AAV-PHP.eB Has Lower Liver Tropism Than AAV9 after i.c.v. Injection at Two Mouse Ages
Off-target transduction of organs other than the brain is something that must be considered when developing gene therapy treatments for the CNS, because the expression of a given transgene in peripheral organs may be harmful. Vectors given by i.v. administration that are de-targeted for peripheral organs such as the liver will be important for limiting toxicity and maximizing the number of viral particles available to enter the CNS. Given that AAV9 is known to have high liver tropism, we were interested to compare this with liver transduction by AAV-PHP.eB.
After i.c.v. injection of AAV9 and AAV-PHP.eB in P1 C57BL/6J mice, AAV9 gave significantly higher gene transfer to the liver (1.8% ± 0.4% DAPI+ cells) than AAV-PHP.eB (0.12% ± 0.14% DAPI+ cells; paired t(3) = 10.3; p = 0.002) (Figures 5A and 5B). In adult mice, i.c.v. injection also resulted in a significantly higher percentage of liver cells being transduced by AAV9 (40.0% ± 25.5% DAPI+ cells) than AAV-PHP.eB (1.5% ± 2.1% DAPI+ cells; paired t(3) = 3.2; p = 0.049).

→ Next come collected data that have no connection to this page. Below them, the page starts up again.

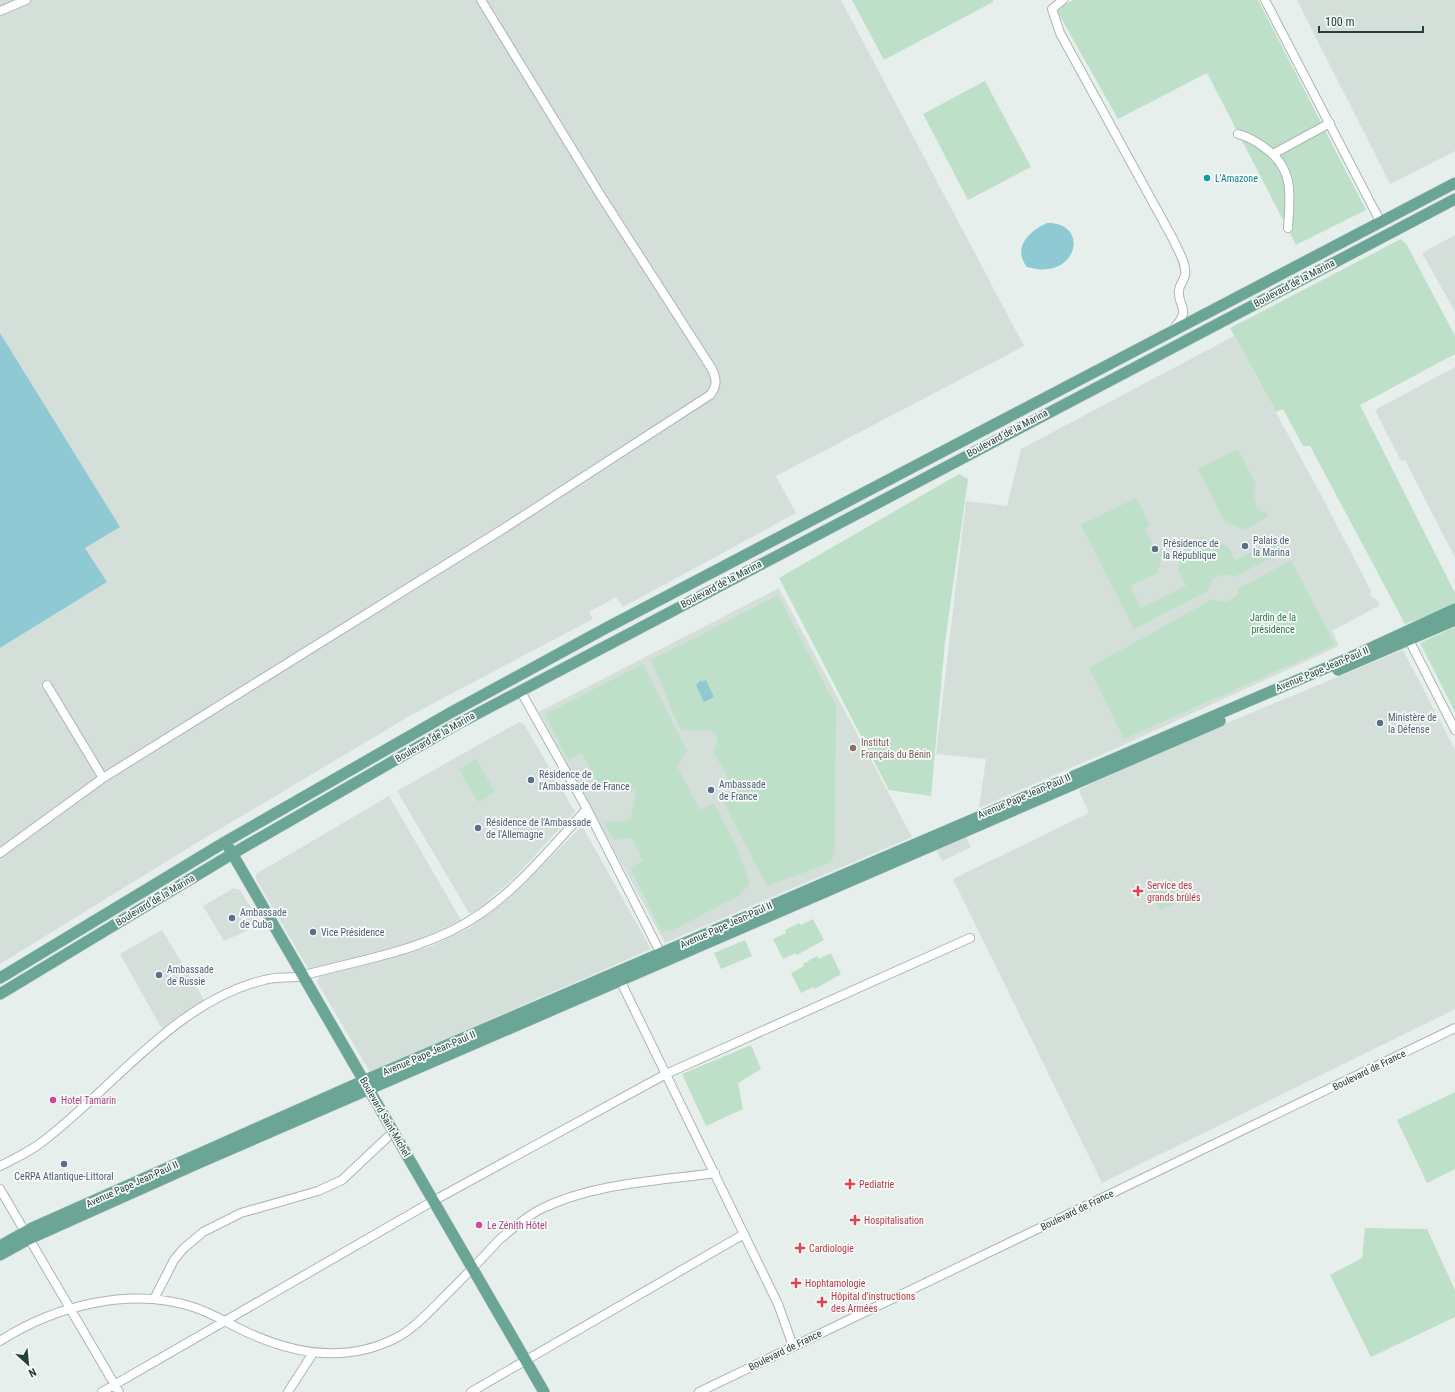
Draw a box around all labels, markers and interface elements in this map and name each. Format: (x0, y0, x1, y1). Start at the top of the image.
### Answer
scale bar (1319, 8, 1423, 34)
text: 100 m (1325, 15, 1355, 29)
marker: L'Amazone (1202, 173, 1212, 183)
place label: L'Amazone (1215, 173, 1258, 184)
street label: Boulevard de la Marina (1252, 257, 1337, 309)
street label: Boulevard de la Marina (965, 407, 1050, 459)
place label: Palais de la Marina (1253, 535, 1290, 558)
place label: Présidence de la République (1163, 538, 1219, 561)
marker: Palais de la Marina (1240, 541, 1250, 551)
marker: Présidence de la République (1150, 544, 1160, 554)
street label: Boulevard de la Marina (679, 558, 764, 610)
park label: Jardin de la présidence (1250, 612, 1296, 635)
street label: Avenue Pape Jean-Paul II (1274, 644, 1370, 694)
street label: Boulevard de la Marina (393, 710, 477, 764)
place label: Ministère de la Défense (1388, 712, 1437, 735)
marker: Ministère de la Défense (1375, 718, 1385, 728)
place label: Institut Français du Bénin (861, 737, 931, 760)
marker: Institut Français du Bénin (848, 743, 858, 753)
place label: Résidence de l'Ambassade de France (539, 769, 630, 792)
street label: Avenue Pape Jean-Paul II (976, 771, 1072, 821)
marker: Résidence de l'Ambassade de France (526, 775, 536, 785)
place label: Ambassade de France (719, 779, 766, 802)
marker: Ambassade de France (706, 785, 716, 795)
place label: Résidence de l'Ambassade de l'Allemagne (486, 817, 591, 840)
marker: Résidence de l'Ambassade de l'Allemagne (473, 823, 483, 833)
street label: Boulevard de la Marina (114, 872, 197, 928)
place label: Service des grands brûlés (1147, 880, 1201, 903)
marker: Service des grands brûlés (1132, 885, 1144, 897)
street label: Avenue Pape Jean-Paul II (678, 900, 774, 950)
place label: Ambassade de Cuba (240, 907, 287, 930)
marker: Ambassade de Cuba (227, 913, 237, 923)
marker: Vice Présidence (308, 927, 318, 937)
place label: Vice Présidence (321, 927, 385, 938)
place label: Ambassade de Russie (167, 964, 214, 987)
marker: Ambassade de Russie (154, 970, 164, 980)
street label: Avenue Pape Jean-Paul II (381, 1028, 477, 1078)
street label: Boulevard de France (1331, 1047, 1408, 1092)
street label: Boulevard Saint-Michel (358, 1075, 412, 1159)
marker: Hotel Tamarin (48, 1095, 58, 1105)
place label: Hotel Tamarin (61, 1095, 116, 1106)
marker: CeRPA Atlantique-Littoral (59, 1159, 69, 1169)
street label: Avenue Pape Jean-Paul II (84, 1159, 180, 1209)
place label: CeRPA Atlantique-Littoral (14, 1171, 114, 1182)
marker: Pediatrie (844, 1178, 856, 1190)
place label: Pediatrie (859, 1179, 895, 1190)
street label: Boulevard de France (1039, 1187, 1116, 1232)
marker: Hospitalisation (849, 1214, 861, 1226)
place label: Hospitalisation (864, 1215, 924, 1226)
marker: Le Zénith Hôtel (474, 1220, 484, 1230)
place label: Le Zénith Hôtel (487, 1220, 547, 1231)
marker: Cardiologie (794, 1242, 806, 1254)
place label: Cardiologie (809, 1243, 854, 1254)
marker: Hophtamologie (790, 1277, 802, 1289)
place label: Hophtamologie (805, 1278, 866, 1289)
place label: Hôpital d'instructions des Armées (831, 1291, 916, 1314)
marker: Hôpital d'instructions des Armées (816, 1296, 828, 1308)
street label: Boulevard de France (747, 1327, 824, 1372)
north arrow (8, 1344, 48, 1384)
text: N (26, 1365, 38, 1380)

AAV9 also transduced a significantly larger percentage of liver cells in adult mice than in P1 mice (t(6) = 3.0; p = 0.024), whereas AAV-PHP.eB transduced similar percentages of liver cells regardless of mouse age (t(6) = 1.3; p = 0.25). These findings indicate that there are age-dependent differences in CNS permeability, which mean that viral vectors may leak from the CSF into the periphery, even when injected intracerebrally.
Figure 5.
AAV Liver Transduction under Different Administration and Mouse Strain Conditions
(A) Representative images of native tdTom (PHP.eB) and GFP (AAV9) transgene fluorescence after 30 days of expression after i.c.v. administration. (B) The percentage of DAPI+ liver cells that were transduced by AAV-PHP.eB or AAV9 in P1 and 3-month-old mice. (C) Representative images of native tdTom (PHP.eB) and GFP (AAV9) transgene fluorescence after 30 days of expression after i.v. administration. (D) The percentage of DAPI+ liver cells that were transduced by AAV-PHP.eB or AAV9 in C57BL/6J and B6C3 mice. (E) Representative images of native tdTom (ssPHP.eB) and GFP (scPHP.eB) transgene fluorescence after 30 days of expression after i.v. administration in C57BL/6J mice. (F) The percentage of DAPI+ liver cells that were transduced by ssAAV-PHP.eB or scAAV-PHP.eB in C57BL/6J mice. For quantification: (B) n = 4 mice per group, mean ± SEM, paired t test (∗∗p < 0.01, ∗p < 0.05); (D) n = 9 C57B/6J mice and n = 4 B6C3 mice, mean ± SEM, paired t test (∗∗∗∗p < 0.0001, ∗∗∗p < 0.001, ∗p < 0.05); (F) n = 6 mice per group, mean ± SEM, paired t test (∗∗∗∗p < 0.0001). Scale bars: 200 μm.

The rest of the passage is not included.